Reply with one number: the count of lines in the listing that contain the string "roads".

THE RECORDS
┌──
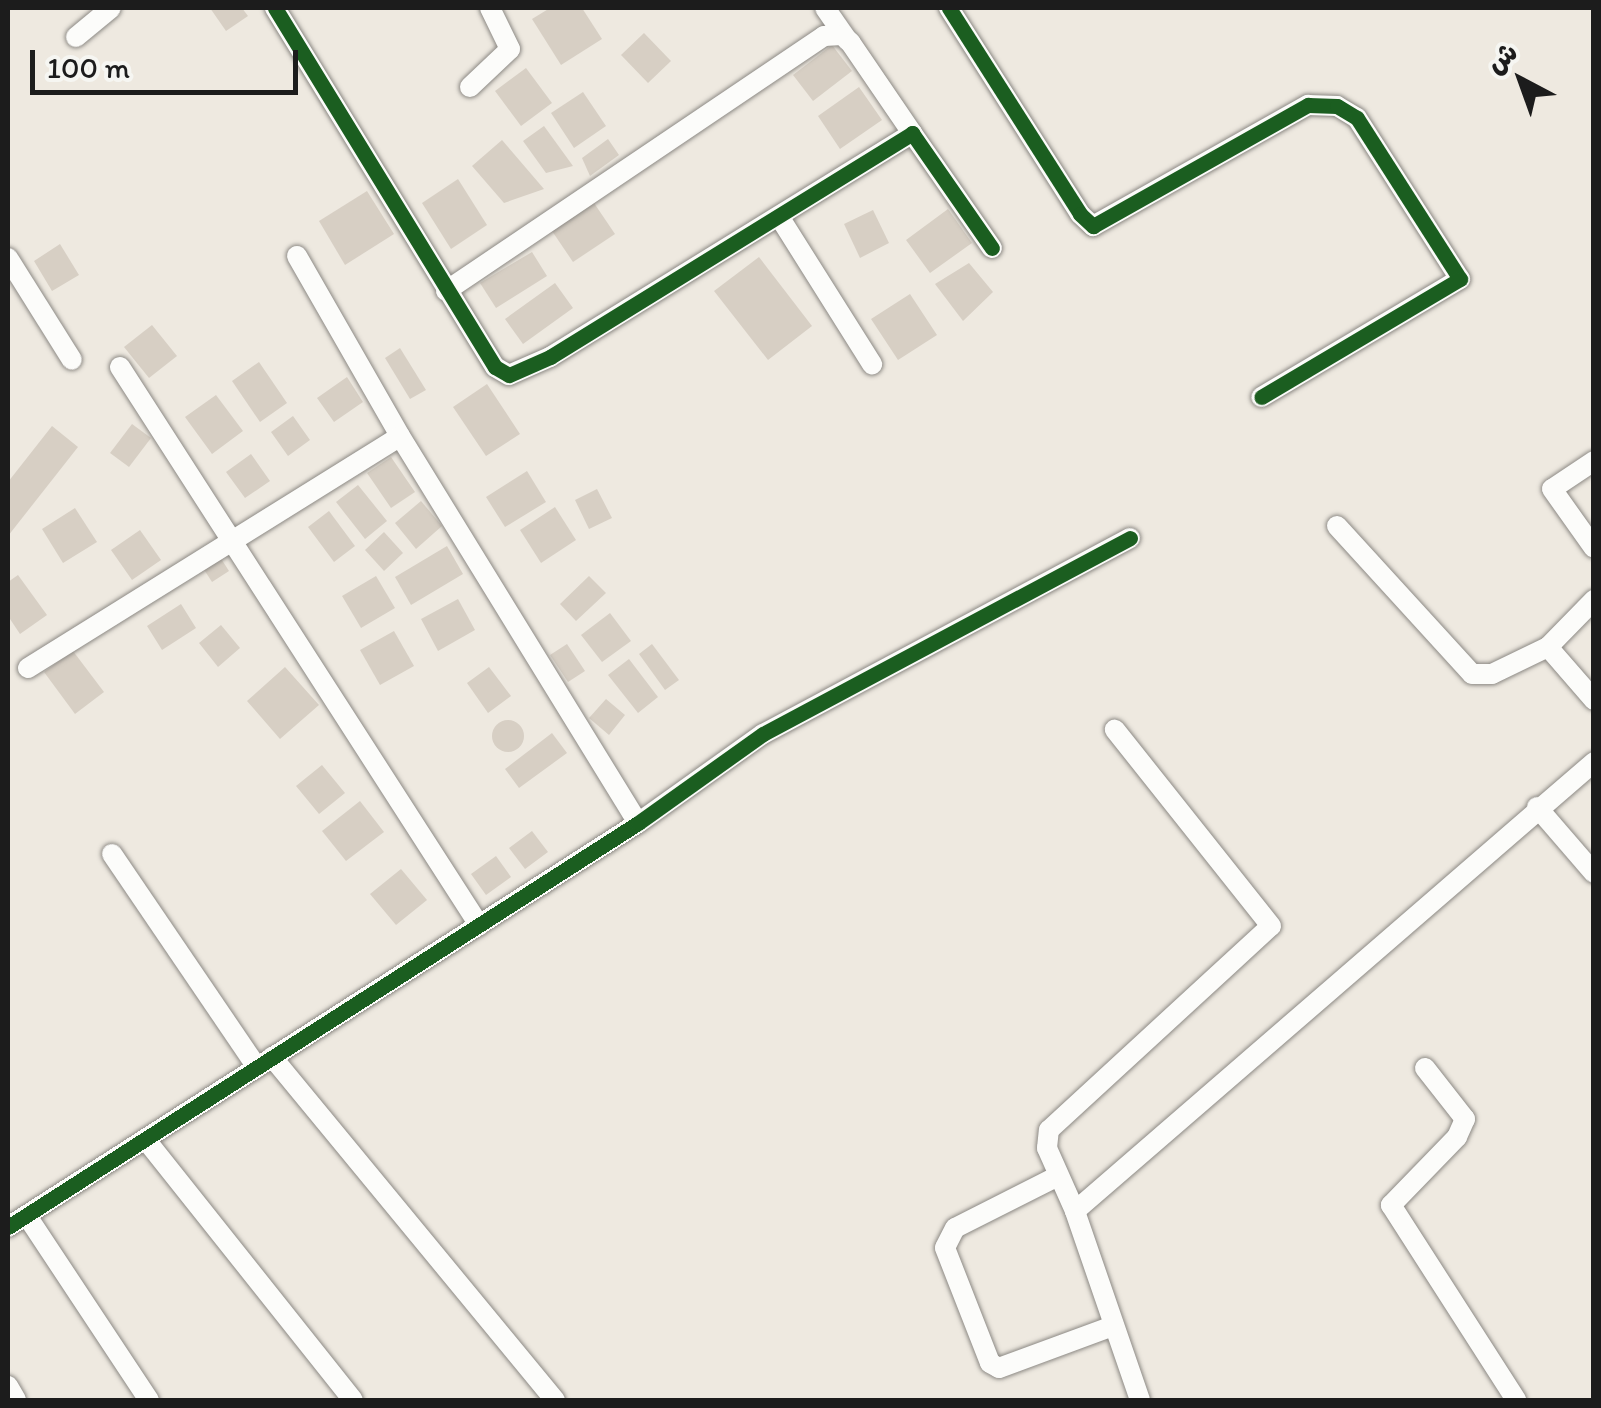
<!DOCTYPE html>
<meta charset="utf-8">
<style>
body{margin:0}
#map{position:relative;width:1601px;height:1408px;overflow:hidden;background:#eee9e0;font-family:Itim,"Playpen Sans Arabic",sans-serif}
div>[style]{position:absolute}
.building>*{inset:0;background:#d7cfc4}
.round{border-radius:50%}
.roads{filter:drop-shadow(0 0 2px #8c8984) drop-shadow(0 0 2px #8c8984)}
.minor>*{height:20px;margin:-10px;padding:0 10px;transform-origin:10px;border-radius:10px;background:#fcfcfa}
.cycleway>*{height:15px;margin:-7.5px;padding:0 7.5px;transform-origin:7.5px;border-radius:7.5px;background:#1b5e20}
span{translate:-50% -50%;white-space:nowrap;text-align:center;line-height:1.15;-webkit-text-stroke:8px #f6f6f2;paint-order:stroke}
.frame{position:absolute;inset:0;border:10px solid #1c1c1c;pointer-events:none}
.north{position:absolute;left:1471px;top:30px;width:100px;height:100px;-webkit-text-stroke:8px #f6f6f2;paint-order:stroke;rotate:319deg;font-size:28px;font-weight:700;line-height:40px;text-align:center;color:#1c1c1c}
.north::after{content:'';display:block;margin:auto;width:35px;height:45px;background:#1c1c1c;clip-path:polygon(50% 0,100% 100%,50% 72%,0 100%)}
.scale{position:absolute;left:30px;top:50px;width:268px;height:45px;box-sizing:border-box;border:5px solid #1c1c1c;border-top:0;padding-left:12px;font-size:30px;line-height:35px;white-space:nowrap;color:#1c1c1c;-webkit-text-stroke:8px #f6f6f2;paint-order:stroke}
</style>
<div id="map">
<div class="building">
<div style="clip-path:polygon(210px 8px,242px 8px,248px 16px,226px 31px)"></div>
<div style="clip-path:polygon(550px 8px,582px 8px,602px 39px,561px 65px,532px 19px)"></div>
<div style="clip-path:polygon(644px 33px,671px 61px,648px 83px,621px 55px)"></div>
<div style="clip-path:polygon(832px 45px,852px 71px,813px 101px,793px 75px)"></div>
<div style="clip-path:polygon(526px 68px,552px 103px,521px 126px,495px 91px)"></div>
<div style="clip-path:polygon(859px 87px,882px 120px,840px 149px,818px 116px)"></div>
<div style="clip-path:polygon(583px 92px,606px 126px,574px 148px,551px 113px)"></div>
<div style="clip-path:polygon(544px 126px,573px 166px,546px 173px,523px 141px)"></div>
<div style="clip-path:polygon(608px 139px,619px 155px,590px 176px,582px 158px)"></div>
<div style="clip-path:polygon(502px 140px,544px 189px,504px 203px,472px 166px)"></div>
<div style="clip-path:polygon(458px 179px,487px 225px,451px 249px,422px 203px)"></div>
<div style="clip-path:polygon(367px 191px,394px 234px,345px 265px,319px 221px)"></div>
<div style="clip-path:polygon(594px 203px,615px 234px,573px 262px,552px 231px)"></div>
<div style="clip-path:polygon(948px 209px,972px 243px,930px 273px,906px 240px)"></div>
<div style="clip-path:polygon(873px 210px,889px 243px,860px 258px,844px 224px)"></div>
<div style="clip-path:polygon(60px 244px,79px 275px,52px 291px,34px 261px)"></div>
<div style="clip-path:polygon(532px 252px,547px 276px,496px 308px,480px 283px)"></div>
<div style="clip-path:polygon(759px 257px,812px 326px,768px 360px,714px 291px)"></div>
<div style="clip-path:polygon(969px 263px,993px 292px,963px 321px,935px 284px)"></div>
<div style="clip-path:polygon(555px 283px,573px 308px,523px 344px,505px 319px)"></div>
<div style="clip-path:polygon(910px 294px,937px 335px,898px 360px,871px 319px)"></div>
<div style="clip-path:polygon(152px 325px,177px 356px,149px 378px,124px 347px)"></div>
<div style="clip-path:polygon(400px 348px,426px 390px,410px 399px,385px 358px)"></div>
<div style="clip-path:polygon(259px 362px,287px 403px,260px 422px,232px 381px)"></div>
<div style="clip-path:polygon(347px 377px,363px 402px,334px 422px,317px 398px)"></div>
<div style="clip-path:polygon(487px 384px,520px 434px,486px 456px,453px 407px)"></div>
<div style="clip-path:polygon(216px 395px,243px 431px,212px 454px,185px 417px)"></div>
<div style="clip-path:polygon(293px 416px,310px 440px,288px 456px,271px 432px)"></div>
<div style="clip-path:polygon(132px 424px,151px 438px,129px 467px,110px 453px)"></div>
<div style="clip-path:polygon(52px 426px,78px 447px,8px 536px,8px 482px)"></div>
<div style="clip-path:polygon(251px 454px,270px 481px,245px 498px,226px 472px)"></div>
<div style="clip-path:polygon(391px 457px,415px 492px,391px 508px,367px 473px)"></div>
<div style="clip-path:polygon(527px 471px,546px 502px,505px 527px,486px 497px)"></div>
<div style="clip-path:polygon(358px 485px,387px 521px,365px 539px,336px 502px)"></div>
<div style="clip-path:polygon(597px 489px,612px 518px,589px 529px,575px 500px)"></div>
<div style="clip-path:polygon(421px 501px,442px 526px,416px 549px,395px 523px)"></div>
<div style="clip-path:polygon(555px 507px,576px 540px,541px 563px,520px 530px)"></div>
<div style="clip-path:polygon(75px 508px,97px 542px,63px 563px,42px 529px)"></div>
<div style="clip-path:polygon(329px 511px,355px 546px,334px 562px,308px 527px)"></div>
<div style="clip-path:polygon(140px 530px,161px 560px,132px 580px,111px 550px)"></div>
<div style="clip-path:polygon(384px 532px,403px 553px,384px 571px,365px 550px)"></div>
<div style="clip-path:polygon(447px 546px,463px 574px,411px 605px,395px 577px)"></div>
<div style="clip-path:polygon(220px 557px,229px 571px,212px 582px,203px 568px)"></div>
<div style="clip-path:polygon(18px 575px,47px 615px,20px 634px,8px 616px,8px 582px)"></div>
<div style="clip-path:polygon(376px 576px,395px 608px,361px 628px,342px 596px)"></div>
<div style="clip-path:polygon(589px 576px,606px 593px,576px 621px,560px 604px)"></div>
<div style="clip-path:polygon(458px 599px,475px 630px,438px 651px,421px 619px)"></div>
<div style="clip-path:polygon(181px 604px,196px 628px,162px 650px,147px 626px)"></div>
<div style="clip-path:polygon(610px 613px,631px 641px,602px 662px,581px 635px)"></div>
<div style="clip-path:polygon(221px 625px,240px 648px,218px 667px,199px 643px)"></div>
<div style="clip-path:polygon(394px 631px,414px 666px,380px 685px,360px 650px)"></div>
<div style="clip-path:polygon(567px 644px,585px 671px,568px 682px,550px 655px)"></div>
<div style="clip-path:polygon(652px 644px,679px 680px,665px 690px,639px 654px)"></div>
<div style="clip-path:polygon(73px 651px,104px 692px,75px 714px,44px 672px)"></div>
<div style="clip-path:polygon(629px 659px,658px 697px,638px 713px,608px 675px)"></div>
<div style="clip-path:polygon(285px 667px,319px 705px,280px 739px,247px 701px)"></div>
<div style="clip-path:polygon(489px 667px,511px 696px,488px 713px,467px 683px)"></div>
<div style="clip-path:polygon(606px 699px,625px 715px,609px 735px,589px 718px)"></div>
<div class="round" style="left:492px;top:720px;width:32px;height:32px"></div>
<div style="clip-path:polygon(552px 733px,567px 753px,519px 788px,505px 769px)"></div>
<div style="clip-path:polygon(322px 765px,345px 793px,319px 814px,296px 786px)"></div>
<div style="clip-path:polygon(360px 801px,384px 832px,346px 861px,322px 831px)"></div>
<div style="clip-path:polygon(532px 831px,548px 852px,525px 869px,509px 848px)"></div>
<div style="clip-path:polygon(496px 856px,511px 877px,486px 895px,471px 874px)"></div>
<div style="clip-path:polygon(401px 869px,427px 900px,396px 925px,370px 894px)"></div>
</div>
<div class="roads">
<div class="minor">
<div style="left:275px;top:8px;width:421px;rotate:58.5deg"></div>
<div style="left:495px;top:367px;width:16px;rotate:30deg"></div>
<div style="left:509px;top:375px;width:45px;rotate:-23.7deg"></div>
<div style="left:550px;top:357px;width:426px;rotate:-31.7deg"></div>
<div style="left:912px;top:133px;width:140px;rotate:55.2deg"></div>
<div style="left:825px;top:8px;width:40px;rotate:55.1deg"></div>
<div style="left:949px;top:8px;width:244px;rotate:57.5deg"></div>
<div style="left:1080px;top:214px;width:18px;rotate:43deg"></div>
<div style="left:1093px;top:226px;width:247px;rotate:-29.4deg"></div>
<div style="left:1308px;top:105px;width:29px;rotate:2deg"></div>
<div style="left:1337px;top:106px;width:23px;rotate:31deg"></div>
<div style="left:1357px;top:118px;width:191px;rotate:57.4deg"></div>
<div style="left:1460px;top:279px;width:231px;rotate:149.3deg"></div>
<div style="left:76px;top:37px;width:45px;rotate:-39.6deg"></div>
<div style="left:470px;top:87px;width:55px;rotate:-43.5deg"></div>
<div style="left:510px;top:49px;width:46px;rotate:-116deg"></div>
<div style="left:780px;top:218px;width:173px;rotate:57.8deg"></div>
<div style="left:297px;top:256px;width:207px;rotate:60.2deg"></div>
<div style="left:8px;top:258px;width:120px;rotate:57.9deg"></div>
<div style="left:446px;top:291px;width:456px;rotate:-34deg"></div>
<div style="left:824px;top:36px;width:18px;rotate:-3deg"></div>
<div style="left:842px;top:35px;width:11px;rotate:41deg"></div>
<div style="left:850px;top:42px;width:110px;rotate:55.7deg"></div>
<div style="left:120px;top:367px;width:664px;rotate:57.24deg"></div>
<div style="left:1594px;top:461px;width:50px;rotate:146.3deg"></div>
<div style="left:1552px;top:489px;width:72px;rotate:54.6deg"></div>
<div style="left:1337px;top:526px;width:200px;rotate:47.6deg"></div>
<div style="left:1472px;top:674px;width:20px"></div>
<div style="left:1492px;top:674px;width:62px;rotate:-25.7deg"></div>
<div style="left:1548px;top:647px;width:66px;rotate:-45.6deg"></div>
<div style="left:1548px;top:647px;width:70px;rotate:49deg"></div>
<div style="left:28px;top:668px;width:438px;rotate:-31.9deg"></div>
<div style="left:400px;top:436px;width:454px;rotate:58.4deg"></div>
<div style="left:1537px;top:807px;width:87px;rotate:49.2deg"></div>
<div style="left:112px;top:854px;width:258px;rotate:55.8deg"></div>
<div style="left:272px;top:1057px;width:445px;rotate:50.5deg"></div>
<div style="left:1425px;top:1068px;width:65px;rotate:51.9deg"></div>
<div style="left:1465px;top:1119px;width:20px;rotate:114deg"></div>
<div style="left:1457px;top:1137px;width:95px;rotate:134.1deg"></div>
<div style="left:1391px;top:1205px;width:232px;rotate:57.3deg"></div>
<div style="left:146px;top:1140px;width:332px;rotate:51.5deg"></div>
<div style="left:1058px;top:1176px;width:115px;rotate:153.2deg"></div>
<div style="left:955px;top:1228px;width:22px;rotate:117deg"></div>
<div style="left:945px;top:1248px;width:123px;rotate:68.6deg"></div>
<div style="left:990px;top:1363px;width:10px;rotate:29deg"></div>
<div style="left:999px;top:1368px;width:121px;rotate:-20.2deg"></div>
<div style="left:1075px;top:1211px;width:69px;rotate:-114deg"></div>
<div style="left:1047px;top:1148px;width:18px;rotate:-84deg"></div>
<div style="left:1049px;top:1130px;width:301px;rotate:-42.6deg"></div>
<div style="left:1271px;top:926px;width:251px;rotate:-128.5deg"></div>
<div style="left:27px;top:1216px;width:221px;rotate:56.5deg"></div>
<div style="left:8px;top:1227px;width:748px;rotate:-32.67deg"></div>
<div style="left:638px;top:823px;width:153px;rotate:-35.5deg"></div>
<div style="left:763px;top:734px;width:416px;rotate:-28.1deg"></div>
<div style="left:8px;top:1386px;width:16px;rotate:60deg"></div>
<div style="left:1140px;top:1400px;width:200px;rotate:-109deg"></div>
<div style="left:1075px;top:1211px;width:686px;rotate:-40.86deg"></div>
</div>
</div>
<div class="cycleway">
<div style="left:275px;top:8px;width:421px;rotate:58.5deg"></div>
<div style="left:495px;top:367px;width:16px;rotate:30deg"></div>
<div style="left:509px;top:375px;width:45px;rotate:-23.7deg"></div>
<div style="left:550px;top:357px;width:426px;rotate:-31.7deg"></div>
<div style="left:912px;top:133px;width:140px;rotate:55.2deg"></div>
<div style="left:949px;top:8px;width:244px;rotate:57.5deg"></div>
<div style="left:1080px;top:214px;width:18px;rotate:43deg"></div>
<div style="left:1093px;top:226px;width:247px;rotate:-29.4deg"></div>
<div style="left:1308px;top:105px;width:29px;rotate:2deg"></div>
<div style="left:1337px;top:106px;width:23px;rotate:31deg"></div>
<div style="left:1357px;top:118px;width:191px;rotate:57.4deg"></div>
<div style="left:1460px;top:279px;width:231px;rotate:149.3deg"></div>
<div style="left:8px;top:1227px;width:748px;rotate:-32.67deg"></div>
<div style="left:638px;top:823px;width:153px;rotate:-35.5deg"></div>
<div style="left:763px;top:734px;width:416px;rotate:-28.1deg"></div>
</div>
<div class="frame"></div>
<div class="north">ش</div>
<div class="scale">100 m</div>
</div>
└──
WRITTEN ANSWER
2